=== Begin Enclosure ===

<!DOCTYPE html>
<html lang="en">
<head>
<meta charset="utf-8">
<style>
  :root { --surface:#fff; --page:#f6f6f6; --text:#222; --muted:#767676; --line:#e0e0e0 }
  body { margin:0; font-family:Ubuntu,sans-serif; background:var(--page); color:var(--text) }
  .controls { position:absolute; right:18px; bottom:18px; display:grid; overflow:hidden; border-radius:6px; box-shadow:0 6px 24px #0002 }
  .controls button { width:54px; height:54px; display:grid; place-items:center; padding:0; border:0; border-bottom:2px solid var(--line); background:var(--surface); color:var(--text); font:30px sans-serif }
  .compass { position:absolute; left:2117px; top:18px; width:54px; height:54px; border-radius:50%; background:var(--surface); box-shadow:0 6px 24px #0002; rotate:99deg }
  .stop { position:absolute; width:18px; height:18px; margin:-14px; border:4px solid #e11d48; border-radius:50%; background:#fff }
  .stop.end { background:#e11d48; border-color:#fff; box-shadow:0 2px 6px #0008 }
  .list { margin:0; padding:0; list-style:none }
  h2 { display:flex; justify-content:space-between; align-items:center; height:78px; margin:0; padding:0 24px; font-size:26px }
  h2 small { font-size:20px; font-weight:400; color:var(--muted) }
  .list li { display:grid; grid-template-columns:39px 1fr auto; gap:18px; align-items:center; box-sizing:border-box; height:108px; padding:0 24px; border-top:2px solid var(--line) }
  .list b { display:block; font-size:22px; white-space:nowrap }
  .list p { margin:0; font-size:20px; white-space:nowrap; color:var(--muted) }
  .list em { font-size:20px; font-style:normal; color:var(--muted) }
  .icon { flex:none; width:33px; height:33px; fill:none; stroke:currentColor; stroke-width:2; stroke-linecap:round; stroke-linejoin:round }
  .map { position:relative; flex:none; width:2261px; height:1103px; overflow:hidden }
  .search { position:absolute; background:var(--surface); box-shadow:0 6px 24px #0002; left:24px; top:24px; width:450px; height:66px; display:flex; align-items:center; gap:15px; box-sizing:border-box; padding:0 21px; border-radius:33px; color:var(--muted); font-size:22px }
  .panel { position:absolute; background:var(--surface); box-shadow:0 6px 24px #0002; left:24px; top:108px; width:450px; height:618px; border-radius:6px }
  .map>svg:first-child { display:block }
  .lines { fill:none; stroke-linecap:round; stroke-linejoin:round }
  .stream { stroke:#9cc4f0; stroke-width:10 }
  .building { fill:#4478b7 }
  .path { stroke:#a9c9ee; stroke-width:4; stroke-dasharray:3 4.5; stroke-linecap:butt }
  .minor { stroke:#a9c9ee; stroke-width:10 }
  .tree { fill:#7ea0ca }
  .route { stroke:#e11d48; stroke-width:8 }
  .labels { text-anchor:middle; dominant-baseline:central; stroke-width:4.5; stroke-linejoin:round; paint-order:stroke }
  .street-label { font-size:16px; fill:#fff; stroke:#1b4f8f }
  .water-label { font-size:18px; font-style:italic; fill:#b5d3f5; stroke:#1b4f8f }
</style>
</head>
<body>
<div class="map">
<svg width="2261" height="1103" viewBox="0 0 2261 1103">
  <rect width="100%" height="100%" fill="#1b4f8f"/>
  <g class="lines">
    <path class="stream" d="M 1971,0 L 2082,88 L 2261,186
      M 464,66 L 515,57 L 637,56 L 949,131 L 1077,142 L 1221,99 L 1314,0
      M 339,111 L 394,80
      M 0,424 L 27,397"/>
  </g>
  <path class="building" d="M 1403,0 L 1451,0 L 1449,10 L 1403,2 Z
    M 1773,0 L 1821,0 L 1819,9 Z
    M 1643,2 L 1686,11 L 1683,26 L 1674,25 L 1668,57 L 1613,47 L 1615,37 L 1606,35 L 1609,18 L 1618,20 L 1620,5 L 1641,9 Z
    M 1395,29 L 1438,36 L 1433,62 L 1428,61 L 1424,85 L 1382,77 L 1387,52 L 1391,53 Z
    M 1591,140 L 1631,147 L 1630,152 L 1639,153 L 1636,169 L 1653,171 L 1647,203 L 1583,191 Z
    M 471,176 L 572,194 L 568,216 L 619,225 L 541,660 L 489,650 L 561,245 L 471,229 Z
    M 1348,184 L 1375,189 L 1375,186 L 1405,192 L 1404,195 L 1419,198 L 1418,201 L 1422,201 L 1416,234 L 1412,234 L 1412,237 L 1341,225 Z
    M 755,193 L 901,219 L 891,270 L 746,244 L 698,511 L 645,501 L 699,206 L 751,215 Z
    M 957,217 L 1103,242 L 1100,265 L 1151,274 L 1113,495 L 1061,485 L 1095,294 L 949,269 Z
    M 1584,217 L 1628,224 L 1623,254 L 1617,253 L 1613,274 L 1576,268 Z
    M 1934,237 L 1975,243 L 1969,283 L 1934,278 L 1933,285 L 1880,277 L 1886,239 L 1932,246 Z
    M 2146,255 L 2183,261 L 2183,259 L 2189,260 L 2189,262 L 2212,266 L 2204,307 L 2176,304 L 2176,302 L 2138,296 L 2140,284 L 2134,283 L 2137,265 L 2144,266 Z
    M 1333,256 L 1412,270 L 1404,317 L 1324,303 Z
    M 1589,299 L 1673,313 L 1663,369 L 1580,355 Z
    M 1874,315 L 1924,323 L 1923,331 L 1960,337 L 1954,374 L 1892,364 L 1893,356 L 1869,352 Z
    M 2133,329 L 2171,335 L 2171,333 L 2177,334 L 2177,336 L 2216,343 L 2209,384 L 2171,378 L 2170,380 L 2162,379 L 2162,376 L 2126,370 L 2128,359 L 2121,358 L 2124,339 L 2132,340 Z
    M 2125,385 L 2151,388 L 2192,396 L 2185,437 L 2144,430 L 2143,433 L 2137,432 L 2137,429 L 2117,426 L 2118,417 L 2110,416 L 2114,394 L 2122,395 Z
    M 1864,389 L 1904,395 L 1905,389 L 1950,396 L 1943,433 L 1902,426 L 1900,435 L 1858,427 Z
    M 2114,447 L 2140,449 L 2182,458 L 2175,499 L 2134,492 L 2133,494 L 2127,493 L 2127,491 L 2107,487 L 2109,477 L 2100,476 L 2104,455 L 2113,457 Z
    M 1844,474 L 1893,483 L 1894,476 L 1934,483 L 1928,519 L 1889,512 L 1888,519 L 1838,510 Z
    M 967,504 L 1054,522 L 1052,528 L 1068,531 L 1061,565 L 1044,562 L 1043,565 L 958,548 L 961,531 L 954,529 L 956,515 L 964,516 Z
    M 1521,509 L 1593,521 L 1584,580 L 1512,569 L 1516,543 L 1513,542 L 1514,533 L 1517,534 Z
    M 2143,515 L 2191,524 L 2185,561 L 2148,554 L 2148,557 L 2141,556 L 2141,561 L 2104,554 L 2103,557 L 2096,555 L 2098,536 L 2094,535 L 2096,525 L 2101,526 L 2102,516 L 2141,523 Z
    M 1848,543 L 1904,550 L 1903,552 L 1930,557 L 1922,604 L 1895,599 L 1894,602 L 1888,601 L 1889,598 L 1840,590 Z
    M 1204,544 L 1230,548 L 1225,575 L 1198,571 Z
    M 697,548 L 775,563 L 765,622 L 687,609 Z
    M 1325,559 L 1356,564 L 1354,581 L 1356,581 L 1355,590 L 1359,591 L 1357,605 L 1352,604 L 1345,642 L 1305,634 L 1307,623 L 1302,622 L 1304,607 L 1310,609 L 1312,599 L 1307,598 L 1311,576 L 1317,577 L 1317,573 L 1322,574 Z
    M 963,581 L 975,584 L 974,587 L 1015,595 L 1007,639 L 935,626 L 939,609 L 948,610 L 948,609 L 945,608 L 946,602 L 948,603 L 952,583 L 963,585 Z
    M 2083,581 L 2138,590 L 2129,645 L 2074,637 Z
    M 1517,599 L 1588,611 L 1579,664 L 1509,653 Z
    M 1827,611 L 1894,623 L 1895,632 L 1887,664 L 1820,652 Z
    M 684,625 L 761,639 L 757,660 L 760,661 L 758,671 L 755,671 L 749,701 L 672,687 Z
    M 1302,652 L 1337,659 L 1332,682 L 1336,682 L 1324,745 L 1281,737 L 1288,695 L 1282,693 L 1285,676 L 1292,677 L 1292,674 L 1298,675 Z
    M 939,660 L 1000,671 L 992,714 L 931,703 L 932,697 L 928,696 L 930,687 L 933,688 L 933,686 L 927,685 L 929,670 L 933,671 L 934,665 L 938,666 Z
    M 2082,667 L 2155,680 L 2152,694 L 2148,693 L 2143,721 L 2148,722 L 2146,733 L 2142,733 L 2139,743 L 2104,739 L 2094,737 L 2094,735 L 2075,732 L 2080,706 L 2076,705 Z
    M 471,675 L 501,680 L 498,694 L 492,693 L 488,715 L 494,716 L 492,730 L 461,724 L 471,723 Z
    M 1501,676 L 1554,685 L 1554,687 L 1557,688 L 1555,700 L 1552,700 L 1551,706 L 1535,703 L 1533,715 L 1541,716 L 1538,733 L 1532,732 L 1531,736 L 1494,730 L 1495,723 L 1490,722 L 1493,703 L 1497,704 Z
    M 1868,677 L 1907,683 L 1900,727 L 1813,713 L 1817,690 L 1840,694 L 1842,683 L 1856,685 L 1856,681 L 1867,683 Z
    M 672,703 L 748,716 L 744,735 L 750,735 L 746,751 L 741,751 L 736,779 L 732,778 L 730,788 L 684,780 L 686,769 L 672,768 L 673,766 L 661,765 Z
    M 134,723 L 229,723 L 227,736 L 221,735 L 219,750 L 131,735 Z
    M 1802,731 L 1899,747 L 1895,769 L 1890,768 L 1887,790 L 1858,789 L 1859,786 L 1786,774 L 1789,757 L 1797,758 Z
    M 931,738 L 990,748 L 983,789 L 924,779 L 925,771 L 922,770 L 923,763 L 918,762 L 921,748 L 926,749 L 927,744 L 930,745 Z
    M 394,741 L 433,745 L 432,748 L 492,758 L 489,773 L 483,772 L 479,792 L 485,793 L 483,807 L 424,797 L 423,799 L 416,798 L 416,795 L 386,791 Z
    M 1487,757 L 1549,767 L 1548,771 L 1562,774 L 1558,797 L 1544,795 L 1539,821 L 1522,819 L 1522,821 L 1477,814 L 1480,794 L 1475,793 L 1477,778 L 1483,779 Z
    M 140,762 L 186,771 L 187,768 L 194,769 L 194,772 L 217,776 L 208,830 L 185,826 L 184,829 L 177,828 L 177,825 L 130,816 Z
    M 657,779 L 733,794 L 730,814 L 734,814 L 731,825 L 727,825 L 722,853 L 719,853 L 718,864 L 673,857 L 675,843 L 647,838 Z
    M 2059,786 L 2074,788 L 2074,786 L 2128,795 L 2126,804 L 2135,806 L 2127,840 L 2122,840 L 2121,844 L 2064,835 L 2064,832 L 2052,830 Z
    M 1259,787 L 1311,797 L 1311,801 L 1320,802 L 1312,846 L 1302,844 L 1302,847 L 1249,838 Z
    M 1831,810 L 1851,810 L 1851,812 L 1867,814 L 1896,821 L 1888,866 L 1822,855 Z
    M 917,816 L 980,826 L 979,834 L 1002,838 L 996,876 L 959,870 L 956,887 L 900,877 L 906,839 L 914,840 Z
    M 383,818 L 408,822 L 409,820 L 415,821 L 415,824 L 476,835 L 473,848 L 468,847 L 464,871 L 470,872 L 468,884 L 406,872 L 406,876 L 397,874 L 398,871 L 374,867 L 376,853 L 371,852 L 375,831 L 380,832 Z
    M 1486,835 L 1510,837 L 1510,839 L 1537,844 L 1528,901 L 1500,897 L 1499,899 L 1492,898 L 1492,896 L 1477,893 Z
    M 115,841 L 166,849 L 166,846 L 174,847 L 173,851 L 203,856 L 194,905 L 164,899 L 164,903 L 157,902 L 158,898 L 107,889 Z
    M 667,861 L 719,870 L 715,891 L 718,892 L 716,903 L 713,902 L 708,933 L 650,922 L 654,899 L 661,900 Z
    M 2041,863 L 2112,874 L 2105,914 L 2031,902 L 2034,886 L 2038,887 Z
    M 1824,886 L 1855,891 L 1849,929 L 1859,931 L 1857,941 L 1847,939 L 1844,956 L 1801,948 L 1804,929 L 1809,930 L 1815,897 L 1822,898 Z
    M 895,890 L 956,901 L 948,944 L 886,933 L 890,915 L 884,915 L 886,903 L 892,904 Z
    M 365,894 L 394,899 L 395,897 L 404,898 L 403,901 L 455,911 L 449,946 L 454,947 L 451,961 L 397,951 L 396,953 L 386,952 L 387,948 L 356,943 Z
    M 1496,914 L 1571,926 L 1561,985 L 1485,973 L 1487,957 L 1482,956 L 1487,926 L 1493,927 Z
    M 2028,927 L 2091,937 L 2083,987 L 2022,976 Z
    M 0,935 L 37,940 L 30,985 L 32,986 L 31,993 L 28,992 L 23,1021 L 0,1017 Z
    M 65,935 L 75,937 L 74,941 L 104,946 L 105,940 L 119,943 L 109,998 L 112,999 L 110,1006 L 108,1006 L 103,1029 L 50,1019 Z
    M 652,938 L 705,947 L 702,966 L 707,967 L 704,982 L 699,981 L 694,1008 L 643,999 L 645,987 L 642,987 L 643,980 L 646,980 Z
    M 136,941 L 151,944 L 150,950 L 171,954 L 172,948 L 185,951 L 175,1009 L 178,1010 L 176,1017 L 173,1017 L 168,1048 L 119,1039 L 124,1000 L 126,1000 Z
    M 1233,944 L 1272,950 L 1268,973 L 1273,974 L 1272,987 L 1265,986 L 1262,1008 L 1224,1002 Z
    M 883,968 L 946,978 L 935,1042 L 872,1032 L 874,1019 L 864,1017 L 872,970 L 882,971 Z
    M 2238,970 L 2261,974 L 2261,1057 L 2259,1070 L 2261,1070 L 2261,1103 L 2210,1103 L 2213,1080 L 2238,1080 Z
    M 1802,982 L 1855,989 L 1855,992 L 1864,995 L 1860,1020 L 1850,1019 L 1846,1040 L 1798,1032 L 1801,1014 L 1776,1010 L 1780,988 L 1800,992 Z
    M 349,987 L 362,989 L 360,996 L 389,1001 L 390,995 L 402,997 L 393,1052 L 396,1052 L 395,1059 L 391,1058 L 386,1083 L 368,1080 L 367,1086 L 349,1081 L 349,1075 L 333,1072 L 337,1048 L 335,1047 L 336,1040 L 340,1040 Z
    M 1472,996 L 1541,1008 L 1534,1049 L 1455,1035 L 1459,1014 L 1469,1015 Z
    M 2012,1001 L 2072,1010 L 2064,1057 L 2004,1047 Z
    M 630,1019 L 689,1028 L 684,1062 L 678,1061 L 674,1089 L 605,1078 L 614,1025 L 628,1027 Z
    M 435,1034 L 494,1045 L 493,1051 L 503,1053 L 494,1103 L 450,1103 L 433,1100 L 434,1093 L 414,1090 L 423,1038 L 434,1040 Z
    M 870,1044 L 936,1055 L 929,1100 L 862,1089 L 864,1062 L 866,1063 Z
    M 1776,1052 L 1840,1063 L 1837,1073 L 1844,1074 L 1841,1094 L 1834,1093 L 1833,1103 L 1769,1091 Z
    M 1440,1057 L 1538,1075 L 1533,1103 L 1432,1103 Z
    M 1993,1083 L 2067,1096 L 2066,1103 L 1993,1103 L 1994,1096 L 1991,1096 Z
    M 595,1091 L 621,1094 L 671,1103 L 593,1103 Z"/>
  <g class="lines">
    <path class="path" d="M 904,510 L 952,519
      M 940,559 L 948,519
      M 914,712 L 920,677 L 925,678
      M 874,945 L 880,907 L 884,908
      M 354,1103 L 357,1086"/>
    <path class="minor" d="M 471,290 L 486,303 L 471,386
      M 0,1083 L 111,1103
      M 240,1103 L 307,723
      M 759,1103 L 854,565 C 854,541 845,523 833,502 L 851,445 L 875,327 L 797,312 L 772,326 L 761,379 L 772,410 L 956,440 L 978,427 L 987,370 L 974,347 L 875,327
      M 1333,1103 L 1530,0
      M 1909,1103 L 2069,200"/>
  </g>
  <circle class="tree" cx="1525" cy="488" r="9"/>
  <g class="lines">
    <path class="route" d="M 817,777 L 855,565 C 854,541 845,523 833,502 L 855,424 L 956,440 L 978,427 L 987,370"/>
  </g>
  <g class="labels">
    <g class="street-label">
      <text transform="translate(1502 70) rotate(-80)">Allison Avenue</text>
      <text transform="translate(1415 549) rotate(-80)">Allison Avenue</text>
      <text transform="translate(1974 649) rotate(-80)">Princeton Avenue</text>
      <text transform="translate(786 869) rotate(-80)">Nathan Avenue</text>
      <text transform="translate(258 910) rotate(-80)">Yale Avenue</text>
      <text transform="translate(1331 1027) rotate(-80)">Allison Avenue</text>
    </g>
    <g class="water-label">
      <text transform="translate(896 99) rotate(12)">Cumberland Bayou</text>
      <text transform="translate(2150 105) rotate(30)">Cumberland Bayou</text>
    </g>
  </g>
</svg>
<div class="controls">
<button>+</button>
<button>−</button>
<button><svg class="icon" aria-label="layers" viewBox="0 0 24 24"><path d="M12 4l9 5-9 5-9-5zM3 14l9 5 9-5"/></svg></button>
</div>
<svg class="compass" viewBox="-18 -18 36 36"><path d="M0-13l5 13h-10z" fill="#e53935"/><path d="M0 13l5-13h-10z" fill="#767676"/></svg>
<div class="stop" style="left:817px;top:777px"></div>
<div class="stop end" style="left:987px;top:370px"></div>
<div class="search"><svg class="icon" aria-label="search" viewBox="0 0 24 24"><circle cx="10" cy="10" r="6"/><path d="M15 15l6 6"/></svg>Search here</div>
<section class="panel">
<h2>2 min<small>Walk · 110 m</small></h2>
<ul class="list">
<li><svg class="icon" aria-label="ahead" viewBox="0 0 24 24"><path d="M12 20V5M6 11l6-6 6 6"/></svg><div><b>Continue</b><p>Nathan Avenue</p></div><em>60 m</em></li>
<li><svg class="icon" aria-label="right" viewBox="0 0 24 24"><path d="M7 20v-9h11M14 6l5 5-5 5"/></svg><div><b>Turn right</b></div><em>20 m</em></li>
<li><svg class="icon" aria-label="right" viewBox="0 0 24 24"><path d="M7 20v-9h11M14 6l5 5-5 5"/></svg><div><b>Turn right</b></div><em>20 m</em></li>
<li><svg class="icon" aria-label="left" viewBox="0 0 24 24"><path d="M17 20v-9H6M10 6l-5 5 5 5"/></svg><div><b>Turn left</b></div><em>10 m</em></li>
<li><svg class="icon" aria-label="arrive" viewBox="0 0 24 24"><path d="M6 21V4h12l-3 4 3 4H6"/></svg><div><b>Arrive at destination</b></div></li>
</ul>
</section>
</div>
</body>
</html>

=== End Enclosure ===

◆ Task ◆
Look through the entries above, and wherever a line holds the string "controls", copy it.

◆ Your response ◆
  .controls { position:absolute; right:18px; bottom:18px; display:grid; overflow:hidden; border-radius:6px; box-shadow:0 6px 24px #0002 }
  .controls button { width:54px; height:54px; display:grid; place-items:center; padding:0; border:0; border-bottom:2px solid var(--line); background:var(--surface); color:var(--text); font:30px sans-serif }
<div class="controls">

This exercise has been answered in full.